Ce matin, j’ai découvert La reine des lectrices, un roman anglais, de quelques 120 pages, qui n’a pas moins que la reine d’Angleterre pour personnage principal. Pour l’occasion, la très fameuse Elizabeth number two est bien loin de ses préoccupations habituelles, et se découvre, grâce à ses chiens fétiches, un bibliobus municipal et un commis de cuisine un peu fainéant une passion dévorante pour la lecture. Malheureusement pour son entourage désespéré, cette passion n’a de cesse de s’intensifier à tel point que la vieille reine passe tour à tour pour sénile, folle, ou carrément victime d’un Alzheimer foudroyant.

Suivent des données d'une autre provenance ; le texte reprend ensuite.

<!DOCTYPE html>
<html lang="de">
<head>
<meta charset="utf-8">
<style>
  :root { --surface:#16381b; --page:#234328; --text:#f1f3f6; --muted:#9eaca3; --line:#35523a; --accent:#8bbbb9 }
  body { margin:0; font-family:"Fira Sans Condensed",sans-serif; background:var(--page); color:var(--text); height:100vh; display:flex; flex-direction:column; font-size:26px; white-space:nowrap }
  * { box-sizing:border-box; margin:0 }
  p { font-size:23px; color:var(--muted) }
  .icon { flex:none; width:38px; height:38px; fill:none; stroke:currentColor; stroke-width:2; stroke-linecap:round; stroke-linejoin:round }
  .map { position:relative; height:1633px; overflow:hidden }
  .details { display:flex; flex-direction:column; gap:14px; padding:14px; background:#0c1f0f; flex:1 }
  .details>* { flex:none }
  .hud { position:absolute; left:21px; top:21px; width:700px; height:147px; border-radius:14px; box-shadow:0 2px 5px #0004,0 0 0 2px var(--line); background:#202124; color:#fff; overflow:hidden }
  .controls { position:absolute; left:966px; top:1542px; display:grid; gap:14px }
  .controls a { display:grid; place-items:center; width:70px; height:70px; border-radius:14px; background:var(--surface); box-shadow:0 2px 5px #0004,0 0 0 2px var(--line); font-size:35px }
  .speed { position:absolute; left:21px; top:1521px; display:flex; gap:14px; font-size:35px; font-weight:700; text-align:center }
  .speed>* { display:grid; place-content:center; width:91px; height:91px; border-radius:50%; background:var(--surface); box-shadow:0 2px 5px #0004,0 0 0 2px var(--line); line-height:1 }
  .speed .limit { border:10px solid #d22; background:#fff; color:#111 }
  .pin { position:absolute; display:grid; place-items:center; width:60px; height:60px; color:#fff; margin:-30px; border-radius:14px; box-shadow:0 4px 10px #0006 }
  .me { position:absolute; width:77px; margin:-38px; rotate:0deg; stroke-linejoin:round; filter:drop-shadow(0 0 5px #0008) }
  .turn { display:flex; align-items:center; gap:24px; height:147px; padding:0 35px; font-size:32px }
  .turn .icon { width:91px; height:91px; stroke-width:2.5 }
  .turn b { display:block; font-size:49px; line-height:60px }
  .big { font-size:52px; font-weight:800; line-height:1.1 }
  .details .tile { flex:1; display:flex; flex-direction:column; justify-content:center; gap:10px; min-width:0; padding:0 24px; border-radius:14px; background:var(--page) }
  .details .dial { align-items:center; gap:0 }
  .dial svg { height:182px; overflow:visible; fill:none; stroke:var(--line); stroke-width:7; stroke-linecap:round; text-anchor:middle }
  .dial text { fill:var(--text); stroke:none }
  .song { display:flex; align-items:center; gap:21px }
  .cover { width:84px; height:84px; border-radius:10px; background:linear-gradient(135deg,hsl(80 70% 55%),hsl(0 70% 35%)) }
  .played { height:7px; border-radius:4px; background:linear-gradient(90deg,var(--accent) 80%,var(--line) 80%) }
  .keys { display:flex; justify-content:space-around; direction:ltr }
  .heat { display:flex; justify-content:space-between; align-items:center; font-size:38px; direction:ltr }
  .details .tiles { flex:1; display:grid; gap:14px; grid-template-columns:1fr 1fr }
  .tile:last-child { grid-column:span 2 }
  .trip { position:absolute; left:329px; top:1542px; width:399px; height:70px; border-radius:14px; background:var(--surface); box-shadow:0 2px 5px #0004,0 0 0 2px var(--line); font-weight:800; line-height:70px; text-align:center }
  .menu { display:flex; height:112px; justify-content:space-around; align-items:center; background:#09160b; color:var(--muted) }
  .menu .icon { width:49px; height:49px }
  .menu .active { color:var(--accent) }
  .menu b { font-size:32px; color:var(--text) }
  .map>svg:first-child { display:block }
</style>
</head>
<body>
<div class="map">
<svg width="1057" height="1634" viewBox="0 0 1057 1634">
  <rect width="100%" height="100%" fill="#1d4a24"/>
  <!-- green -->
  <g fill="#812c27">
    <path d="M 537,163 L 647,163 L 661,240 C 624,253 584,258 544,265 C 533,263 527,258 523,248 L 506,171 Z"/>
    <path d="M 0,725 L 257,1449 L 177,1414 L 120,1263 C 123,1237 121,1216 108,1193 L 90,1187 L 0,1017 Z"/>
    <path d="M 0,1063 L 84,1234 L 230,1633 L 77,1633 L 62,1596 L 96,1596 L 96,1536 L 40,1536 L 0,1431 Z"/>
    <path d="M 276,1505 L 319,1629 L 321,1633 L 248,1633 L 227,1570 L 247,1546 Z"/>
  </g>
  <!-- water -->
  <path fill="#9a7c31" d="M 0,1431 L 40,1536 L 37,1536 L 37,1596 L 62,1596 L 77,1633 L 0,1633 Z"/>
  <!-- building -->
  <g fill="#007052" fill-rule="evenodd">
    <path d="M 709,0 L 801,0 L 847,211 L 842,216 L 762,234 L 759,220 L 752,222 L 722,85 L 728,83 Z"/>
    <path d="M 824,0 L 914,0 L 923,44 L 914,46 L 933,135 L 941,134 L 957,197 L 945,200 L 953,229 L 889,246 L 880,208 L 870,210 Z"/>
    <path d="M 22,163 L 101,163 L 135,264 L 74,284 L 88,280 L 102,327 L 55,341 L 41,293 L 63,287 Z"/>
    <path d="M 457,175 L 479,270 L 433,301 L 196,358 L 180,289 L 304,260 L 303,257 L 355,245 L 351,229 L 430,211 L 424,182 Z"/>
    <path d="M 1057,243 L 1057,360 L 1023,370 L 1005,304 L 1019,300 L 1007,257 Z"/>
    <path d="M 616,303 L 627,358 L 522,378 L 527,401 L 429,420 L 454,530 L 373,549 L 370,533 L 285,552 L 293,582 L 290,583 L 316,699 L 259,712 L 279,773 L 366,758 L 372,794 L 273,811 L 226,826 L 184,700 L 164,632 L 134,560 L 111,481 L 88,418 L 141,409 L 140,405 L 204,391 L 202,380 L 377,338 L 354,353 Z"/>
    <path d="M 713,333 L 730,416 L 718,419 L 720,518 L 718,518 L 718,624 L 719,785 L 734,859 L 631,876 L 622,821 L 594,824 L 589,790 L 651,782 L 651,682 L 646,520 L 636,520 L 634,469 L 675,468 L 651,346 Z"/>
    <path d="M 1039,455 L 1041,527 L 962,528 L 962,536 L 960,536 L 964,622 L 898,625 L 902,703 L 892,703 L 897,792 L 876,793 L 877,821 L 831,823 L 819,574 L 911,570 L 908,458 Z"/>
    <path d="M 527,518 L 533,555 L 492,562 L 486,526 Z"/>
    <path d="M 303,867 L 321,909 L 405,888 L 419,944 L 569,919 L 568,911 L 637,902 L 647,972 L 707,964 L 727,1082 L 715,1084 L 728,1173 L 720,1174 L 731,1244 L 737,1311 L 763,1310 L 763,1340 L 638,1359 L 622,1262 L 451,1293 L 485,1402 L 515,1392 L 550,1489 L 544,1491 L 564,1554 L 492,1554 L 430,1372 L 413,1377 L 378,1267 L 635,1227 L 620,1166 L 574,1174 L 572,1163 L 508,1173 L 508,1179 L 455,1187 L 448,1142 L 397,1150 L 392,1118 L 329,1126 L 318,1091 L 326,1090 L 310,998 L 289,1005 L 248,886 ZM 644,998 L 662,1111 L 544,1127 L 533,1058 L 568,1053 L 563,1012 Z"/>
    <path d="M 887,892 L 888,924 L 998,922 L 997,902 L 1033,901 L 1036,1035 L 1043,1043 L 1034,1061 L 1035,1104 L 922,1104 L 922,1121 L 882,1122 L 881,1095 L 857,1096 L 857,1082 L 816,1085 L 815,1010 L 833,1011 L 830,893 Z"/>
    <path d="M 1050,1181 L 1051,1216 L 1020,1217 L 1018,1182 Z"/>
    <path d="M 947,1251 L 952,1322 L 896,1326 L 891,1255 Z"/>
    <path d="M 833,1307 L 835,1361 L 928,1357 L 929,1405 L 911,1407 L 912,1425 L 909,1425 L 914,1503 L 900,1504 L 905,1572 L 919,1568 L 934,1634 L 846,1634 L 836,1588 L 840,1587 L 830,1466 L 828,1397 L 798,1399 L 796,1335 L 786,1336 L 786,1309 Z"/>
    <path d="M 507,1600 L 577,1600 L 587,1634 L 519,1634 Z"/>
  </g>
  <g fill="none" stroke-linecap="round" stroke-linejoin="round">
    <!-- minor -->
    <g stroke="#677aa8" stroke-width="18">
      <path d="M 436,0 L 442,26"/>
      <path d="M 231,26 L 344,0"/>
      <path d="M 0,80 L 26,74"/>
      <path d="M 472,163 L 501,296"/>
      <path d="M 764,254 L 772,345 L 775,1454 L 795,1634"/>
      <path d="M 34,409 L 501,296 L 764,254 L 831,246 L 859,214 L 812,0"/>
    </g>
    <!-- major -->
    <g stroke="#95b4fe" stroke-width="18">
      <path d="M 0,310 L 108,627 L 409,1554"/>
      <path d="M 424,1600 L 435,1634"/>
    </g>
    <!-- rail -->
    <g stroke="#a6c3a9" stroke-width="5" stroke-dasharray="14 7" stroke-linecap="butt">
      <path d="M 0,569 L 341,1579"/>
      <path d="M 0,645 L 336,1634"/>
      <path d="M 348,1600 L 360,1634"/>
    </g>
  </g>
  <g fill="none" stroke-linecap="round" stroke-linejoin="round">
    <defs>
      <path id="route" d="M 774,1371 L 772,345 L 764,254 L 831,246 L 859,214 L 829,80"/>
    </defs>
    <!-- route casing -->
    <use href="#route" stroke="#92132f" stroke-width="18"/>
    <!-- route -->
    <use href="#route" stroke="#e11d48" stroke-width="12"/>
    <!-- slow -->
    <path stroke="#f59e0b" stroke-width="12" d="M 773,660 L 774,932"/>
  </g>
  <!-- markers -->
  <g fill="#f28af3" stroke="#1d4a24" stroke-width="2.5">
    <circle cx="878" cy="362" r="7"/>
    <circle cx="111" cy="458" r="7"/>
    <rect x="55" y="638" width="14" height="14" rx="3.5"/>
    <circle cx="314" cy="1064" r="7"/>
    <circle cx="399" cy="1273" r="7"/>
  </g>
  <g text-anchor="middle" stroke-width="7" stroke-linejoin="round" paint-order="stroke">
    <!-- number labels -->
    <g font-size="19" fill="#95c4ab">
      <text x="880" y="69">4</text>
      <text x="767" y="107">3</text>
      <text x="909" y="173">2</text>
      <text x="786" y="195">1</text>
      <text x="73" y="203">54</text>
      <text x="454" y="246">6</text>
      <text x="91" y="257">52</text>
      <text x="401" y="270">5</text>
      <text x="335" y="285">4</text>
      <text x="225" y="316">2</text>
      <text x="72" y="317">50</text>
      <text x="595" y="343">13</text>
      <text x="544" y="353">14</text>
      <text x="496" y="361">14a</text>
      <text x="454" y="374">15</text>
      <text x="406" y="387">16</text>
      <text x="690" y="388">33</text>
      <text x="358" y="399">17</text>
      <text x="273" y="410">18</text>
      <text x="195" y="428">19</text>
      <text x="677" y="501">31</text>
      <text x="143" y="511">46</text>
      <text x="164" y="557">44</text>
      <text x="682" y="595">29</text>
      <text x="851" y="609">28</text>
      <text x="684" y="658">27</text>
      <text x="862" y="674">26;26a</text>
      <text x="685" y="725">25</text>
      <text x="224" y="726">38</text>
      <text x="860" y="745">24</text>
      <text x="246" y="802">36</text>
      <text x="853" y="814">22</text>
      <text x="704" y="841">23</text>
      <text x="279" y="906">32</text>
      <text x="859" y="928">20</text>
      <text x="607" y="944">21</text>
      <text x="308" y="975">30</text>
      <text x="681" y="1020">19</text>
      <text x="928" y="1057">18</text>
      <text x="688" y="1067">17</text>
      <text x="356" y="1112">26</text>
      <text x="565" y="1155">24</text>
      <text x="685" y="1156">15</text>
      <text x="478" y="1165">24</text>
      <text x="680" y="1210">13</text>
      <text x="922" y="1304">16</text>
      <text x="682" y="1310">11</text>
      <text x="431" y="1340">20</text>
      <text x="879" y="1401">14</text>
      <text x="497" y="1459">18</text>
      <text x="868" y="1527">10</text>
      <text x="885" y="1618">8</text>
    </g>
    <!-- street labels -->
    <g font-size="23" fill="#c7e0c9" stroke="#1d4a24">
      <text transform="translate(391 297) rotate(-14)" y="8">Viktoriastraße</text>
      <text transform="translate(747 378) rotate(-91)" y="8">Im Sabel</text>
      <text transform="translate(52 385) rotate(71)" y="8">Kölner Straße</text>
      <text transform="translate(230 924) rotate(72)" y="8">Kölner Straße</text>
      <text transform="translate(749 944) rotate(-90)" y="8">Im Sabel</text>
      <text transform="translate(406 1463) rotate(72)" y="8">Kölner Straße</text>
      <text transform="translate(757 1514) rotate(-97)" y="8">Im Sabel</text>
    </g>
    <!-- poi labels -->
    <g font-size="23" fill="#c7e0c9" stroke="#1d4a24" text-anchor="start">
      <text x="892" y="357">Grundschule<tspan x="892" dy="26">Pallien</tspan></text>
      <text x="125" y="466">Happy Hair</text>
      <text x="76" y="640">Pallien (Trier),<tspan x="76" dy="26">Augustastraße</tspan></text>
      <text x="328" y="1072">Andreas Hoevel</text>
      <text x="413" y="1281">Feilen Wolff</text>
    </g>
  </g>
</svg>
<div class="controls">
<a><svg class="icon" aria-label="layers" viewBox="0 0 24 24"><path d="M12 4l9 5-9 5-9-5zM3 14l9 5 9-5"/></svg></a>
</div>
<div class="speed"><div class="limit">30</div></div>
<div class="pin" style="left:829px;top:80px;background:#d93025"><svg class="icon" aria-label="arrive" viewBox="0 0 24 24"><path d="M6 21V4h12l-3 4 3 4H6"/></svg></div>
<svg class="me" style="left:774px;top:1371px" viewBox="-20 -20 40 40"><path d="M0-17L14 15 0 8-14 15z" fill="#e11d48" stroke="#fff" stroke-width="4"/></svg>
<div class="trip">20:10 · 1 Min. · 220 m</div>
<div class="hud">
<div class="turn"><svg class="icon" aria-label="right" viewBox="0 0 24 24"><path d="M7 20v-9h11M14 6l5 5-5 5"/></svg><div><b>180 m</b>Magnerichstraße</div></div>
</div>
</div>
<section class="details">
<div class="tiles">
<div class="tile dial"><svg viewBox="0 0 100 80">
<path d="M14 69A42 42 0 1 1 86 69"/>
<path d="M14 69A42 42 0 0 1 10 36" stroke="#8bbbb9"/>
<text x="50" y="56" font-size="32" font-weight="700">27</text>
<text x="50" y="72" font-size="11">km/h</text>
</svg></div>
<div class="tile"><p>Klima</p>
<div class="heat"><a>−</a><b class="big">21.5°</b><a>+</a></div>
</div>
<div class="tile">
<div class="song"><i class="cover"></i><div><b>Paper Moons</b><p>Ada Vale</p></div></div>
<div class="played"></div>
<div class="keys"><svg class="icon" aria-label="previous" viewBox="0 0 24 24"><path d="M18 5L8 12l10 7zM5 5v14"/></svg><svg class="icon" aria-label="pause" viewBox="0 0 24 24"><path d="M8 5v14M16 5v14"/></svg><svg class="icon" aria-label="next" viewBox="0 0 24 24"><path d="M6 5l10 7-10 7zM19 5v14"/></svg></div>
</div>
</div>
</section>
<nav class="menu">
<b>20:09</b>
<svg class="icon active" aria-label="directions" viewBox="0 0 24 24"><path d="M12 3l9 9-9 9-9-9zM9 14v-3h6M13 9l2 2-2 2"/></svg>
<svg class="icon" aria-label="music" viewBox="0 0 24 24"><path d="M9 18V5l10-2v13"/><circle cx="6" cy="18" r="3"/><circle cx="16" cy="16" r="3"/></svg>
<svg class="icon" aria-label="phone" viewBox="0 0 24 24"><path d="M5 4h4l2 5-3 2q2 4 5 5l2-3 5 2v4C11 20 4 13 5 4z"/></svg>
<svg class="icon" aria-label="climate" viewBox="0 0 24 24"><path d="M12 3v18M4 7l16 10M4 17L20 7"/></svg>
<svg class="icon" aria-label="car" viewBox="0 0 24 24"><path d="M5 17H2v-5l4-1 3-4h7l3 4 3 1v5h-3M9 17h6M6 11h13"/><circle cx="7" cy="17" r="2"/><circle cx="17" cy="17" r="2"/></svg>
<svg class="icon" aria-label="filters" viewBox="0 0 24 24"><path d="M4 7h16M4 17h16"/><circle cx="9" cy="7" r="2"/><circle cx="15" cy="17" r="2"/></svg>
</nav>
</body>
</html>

De situations cocasses en clins d’œil satiriques cette petite fable délirante nous embarque au côté d’une reine qui finit par abandonner toute sa bienséance, son célèbre chic so british et sa classe flegmatique pour se plonger sans compter dans ses lectures. Et quand la reine mère se met à conseiller à ses ministres des livres historiques ou géopolitiques — qu’ils ne lisent jamais —, à interroger des représentants étrangers sur leurs auteurs nationaux en plein dîner diplomatique, ou à demander aux agriculteurs qu’elle rencontre s’ils ont récemment relu Jane Eyre au lieu de leur parler de la pluie et du beau temps comme elle le fait d’habitude, plus personne ne comprend rien et ne sait quoi faire.
Les ministres, secrétaires particuliers et femmes de chambre on beau cacher les livres, les perdre ou même carrément les faire exploser, rien n’y fait, la reine est devenue une droguée de la lecture. Et pourquoi pas même, de l’écriture. Ses petits carnets qu’elle traîne partout avec elle en témoignent, la reine recopie, prend note, consigne, griffonne et rempli des pages et des pages de blabla secret qui intrigue et inquiète aux alentours.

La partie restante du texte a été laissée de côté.